Using longer term data (which unfortunately we don’t have for some asset classes, like emerging markets), the conventional (ordinary market index) portfolios with 100% shares and real estate tend to have a downside risk in the largest market drops of the last 40 years of about 30%. We round this up a little to 35%, just to add a safety margin into our assumptions.
Given our shorter term analysis with emerging markets, value and small companies, we make an assumption which we consider to be reasonable, though we are not certain of it, that portfolios with some of the large company stocks substituted by emerging markets and small companies and value companies will have roughly the same drawdown, though there will be fluctuations in the shorter term.
By diluting portfolios’ risk down with cash and bonds, drawdown can be reduced to very near zero. (A 100% cash portfolio would have zero drawdown risk, assuming it is invested with a good quality bank or in quality government treasury notes and bank bills).
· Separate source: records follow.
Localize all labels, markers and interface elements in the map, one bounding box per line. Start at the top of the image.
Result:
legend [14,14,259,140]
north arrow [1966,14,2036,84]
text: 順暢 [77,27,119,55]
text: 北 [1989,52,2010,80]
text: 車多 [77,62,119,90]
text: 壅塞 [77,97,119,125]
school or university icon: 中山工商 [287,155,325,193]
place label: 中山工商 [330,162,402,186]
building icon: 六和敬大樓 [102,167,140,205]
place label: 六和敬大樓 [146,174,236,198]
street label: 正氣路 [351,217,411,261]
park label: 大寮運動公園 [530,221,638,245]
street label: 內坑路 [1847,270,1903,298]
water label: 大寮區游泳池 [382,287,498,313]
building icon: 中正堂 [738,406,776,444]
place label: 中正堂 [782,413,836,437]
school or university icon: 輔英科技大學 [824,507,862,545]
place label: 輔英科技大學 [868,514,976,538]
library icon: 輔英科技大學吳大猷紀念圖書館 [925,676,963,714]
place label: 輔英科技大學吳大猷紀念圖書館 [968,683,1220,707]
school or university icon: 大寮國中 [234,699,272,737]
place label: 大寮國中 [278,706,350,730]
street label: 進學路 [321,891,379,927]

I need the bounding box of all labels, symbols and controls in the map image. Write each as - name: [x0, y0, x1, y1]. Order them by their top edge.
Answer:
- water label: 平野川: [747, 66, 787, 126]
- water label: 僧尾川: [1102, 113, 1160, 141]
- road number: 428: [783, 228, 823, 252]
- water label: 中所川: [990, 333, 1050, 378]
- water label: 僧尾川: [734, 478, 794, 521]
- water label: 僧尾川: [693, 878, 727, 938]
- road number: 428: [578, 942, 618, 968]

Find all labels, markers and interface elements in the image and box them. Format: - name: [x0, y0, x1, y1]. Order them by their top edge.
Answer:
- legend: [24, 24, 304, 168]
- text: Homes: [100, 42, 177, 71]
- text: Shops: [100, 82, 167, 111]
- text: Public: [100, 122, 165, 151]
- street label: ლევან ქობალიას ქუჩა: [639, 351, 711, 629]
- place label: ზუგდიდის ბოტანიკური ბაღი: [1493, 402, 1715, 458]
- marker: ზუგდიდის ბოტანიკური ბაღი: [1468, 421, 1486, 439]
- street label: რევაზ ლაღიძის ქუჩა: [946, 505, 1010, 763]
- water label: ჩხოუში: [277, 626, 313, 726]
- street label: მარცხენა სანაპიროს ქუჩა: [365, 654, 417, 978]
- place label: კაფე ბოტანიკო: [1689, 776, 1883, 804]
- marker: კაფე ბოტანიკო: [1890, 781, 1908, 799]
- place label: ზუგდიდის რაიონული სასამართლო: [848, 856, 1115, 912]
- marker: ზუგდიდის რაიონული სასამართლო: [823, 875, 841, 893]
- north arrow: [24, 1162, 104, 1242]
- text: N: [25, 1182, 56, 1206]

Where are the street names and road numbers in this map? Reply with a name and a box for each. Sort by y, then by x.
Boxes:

So there is the answer: investors in highly diversified passive portfolios risk between 35% and 0% of their capital, depending on the asset allocation. To experience these losses, you would need to invest just before a major fall, and then pull out again at the bottom. Not necessarily a likely outcome, but possible. Risk management is about dealing with probabilities, so for our current purposes we think this is the best answer we can give.